Task requirements = Report every line of the records beneath this task that holds the string "picture".

Raw data =
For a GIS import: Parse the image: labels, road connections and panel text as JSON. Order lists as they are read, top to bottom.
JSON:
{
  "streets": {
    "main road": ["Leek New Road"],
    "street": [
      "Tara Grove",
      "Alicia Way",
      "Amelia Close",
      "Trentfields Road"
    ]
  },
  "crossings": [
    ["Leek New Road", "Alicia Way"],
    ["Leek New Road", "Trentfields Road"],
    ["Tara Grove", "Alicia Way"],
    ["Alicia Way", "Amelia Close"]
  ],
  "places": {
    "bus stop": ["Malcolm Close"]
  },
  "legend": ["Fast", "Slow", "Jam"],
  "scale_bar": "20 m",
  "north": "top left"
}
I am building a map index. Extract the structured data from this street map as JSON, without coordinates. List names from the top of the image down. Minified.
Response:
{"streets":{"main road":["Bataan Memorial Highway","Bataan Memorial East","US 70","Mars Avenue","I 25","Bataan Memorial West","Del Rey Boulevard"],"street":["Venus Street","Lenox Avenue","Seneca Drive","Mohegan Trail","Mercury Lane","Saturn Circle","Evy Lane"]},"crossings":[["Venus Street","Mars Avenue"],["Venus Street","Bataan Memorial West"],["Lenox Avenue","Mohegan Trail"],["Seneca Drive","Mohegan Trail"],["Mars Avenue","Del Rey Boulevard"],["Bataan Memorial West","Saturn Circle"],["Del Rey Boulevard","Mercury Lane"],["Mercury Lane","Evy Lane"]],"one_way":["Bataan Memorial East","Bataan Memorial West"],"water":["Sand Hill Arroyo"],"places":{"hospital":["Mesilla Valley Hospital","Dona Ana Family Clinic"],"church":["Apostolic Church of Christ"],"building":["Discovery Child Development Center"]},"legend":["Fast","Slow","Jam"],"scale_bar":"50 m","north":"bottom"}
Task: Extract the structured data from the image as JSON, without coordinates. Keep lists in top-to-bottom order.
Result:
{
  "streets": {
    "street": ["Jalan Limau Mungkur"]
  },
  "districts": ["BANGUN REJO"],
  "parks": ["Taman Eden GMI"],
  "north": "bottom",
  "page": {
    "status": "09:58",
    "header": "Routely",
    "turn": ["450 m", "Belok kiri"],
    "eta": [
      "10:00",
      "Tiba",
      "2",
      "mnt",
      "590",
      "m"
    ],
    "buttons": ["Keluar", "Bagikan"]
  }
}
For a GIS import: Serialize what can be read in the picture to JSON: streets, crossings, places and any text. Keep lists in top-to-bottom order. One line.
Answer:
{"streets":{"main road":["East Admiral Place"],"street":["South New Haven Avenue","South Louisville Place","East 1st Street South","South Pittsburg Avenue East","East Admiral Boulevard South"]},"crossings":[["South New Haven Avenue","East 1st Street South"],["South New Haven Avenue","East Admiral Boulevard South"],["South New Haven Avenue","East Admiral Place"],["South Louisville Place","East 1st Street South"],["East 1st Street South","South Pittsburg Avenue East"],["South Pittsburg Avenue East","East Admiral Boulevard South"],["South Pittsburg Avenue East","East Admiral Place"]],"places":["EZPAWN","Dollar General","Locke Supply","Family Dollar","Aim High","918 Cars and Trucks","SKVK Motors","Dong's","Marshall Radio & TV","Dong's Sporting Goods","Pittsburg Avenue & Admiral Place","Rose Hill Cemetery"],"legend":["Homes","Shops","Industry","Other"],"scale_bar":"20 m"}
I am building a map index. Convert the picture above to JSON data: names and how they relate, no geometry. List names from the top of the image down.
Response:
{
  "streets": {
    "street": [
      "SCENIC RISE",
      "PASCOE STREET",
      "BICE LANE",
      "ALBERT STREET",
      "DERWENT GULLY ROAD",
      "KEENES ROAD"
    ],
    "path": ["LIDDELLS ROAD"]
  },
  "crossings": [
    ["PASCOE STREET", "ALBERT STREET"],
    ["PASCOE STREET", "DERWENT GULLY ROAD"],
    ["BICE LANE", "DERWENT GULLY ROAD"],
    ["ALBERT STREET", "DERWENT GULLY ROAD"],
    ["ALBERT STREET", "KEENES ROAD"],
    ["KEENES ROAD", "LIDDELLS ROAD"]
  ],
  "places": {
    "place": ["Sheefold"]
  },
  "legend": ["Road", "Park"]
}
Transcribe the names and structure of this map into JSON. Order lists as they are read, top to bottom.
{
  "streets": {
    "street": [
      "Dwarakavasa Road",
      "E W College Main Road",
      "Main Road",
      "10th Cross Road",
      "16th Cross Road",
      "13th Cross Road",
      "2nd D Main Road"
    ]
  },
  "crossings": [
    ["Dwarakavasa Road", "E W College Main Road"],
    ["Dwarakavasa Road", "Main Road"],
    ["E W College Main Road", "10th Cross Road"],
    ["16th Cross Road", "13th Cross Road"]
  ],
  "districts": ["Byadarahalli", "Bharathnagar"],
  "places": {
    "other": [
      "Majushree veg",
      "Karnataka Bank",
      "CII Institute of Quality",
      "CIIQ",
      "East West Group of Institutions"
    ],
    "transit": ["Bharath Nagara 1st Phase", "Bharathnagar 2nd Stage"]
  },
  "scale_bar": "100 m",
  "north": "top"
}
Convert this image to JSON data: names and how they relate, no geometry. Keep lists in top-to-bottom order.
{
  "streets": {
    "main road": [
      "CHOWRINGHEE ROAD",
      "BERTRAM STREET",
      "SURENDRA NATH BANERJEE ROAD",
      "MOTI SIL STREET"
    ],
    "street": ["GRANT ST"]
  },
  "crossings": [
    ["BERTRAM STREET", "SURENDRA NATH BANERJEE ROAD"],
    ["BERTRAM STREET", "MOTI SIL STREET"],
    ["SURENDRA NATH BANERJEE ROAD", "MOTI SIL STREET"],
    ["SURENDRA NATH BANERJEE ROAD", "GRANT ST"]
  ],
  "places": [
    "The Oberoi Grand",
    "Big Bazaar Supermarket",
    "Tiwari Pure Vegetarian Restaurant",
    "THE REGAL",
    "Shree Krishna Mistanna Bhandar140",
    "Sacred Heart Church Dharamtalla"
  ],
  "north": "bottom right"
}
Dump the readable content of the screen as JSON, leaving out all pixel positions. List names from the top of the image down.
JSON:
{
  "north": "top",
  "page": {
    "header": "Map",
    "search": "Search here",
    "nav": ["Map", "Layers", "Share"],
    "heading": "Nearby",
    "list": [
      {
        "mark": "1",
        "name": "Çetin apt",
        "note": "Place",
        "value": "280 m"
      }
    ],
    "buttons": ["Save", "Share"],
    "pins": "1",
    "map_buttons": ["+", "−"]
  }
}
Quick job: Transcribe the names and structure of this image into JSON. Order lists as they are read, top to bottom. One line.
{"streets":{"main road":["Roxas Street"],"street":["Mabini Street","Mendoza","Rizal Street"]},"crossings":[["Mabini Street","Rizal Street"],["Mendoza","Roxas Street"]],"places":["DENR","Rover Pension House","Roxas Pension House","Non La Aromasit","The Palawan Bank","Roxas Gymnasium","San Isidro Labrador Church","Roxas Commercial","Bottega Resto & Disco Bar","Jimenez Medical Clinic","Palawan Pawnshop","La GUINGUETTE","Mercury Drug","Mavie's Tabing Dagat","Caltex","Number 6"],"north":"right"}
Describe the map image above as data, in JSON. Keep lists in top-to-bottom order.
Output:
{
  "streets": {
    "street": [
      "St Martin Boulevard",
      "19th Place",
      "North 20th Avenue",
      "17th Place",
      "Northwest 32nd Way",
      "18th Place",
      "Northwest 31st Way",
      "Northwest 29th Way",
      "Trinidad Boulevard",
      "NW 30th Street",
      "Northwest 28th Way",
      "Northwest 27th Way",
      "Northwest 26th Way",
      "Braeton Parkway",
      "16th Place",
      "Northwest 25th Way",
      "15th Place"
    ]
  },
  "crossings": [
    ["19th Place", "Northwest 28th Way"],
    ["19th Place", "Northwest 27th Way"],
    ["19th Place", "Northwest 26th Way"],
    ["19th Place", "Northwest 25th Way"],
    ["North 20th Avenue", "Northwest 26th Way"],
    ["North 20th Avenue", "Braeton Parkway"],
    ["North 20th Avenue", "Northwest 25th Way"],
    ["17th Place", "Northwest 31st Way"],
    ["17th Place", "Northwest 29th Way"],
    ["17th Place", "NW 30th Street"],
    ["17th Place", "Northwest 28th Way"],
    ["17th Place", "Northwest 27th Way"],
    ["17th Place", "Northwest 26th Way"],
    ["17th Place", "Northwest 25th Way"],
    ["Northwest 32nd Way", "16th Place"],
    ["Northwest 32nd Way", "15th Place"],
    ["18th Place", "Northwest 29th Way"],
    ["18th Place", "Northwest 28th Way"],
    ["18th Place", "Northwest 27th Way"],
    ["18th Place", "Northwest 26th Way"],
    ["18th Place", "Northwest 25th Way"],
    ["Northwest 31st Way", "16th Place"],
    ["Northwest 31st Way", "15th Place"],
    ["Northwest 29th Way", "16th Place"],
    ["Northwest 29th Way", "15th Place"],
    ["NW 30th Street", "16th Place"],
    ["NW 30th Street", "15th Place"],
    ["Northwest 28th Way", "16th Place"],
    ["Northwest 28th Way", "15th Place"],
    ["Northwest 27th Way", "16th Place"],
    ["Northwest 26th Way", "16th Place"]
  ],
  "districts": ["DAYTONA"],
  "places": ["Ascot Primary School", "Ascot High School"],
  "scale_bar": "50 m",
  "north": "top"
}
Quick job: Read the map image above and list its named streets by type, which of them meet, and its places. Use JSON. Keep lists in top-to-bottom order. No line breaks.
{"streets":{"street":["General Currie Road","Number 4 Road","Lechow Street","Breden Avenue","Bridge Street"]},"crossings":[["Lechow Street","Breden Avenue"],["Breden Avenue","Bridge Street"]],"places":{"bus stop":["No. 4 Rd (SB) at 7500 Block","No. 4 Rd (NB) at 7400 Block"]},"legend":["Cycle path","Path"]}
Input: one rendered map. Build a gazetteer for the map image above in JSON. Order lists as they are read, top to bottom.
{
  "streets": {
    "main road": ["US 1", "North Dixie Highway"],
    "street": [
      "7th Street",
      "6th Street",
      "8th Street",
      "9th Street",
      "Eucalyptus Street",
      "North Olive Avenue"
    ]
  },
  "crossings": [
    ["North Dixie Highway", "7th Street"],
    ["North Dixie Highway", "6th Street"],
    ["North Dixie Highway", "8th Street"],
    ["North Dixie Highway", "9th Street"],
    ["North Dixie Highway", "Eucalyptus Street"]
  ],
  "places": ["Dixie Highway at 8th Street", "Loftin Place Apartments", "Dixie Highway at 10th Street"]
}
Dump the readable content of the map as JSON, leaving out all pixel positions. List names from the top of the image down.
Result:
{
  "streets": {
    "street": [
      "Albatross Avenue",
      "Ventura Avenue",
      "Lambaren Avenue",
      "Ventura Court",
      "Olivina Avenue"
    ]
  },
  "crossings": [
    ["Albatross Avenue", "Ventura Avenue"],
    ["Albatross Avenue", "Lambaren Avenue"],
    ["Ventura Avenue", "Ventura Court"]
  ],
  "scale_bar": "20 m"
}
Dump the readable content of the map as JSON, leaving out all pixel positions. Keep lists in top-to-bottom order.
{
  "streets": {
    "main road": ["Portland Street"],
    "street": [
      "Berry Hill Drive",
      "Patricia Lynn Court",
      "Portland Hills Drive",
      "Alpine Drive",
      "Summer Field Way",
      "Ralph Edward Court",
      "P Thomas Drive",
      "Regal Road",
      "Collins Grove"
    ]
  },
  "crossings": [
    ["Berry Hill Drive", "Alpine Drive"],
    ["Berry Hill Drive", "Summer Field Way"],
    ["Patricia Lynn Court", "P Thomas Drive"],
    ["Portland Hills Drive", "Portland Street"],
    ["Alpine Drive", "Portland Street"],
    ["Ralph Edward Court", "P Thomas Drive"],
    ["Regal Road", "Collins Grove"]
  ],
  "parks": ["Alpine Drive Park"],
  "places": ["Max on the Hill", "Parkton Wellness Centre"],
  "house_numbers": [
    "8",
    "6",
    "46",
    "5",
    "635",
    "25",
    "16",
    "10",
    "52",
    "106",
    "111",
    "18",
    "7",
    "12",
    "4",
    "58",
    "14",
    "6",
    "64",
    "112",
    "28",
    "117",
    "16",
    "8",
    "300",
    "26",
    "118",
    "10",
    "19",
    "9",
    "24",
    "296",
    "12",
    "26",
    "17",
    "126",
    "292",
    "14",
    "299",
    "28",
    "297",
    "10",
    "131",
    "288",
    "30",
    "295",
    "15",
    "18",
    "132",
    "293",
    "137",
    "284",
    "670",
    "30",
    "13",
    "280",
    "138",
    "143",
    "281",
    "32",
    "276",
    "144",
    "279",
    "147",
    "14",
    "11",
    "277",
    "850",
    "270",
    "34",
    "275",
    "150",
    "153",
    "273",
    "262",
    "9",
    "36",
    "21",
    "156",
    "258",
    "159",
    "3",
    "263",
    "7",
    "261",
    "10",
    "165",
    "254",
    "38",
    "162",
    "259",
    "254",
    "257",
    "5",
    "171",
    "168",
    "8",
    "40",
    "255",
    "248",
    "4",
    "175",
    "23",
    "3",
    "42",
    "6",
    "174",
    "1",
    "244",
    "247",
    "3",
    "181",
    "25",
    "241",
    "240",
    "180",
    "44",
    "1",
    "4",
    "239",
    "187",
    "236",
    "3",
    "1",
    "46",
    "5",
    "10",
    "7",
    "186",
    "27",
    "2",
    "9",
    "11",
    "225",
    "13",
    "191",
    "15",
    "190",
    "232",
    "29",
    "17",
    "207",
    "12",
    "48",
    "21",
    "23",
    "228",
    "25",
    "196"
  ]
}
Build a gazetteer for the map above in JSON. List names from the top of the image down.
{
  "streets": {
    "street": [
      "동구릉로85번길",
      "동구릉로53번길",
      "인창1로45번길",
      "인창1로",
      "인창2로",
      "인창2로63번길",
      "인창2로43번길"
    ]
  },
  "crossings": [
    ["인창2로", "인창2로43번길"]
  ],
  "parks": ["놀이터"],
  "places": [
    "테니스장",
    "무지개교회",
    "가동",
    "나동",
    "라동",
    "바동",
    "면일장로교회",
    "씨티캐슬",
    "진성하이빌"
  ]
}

Answer area =
For a GIS import: Serialize what can be read in the picture to JSON: streets, crossings, places and any text. Keep lists in top-to-bottom order. One line.
I am building a map index. Convert the picture above to JSON data: names and how they relate, no geometry. List names from the top of the image down.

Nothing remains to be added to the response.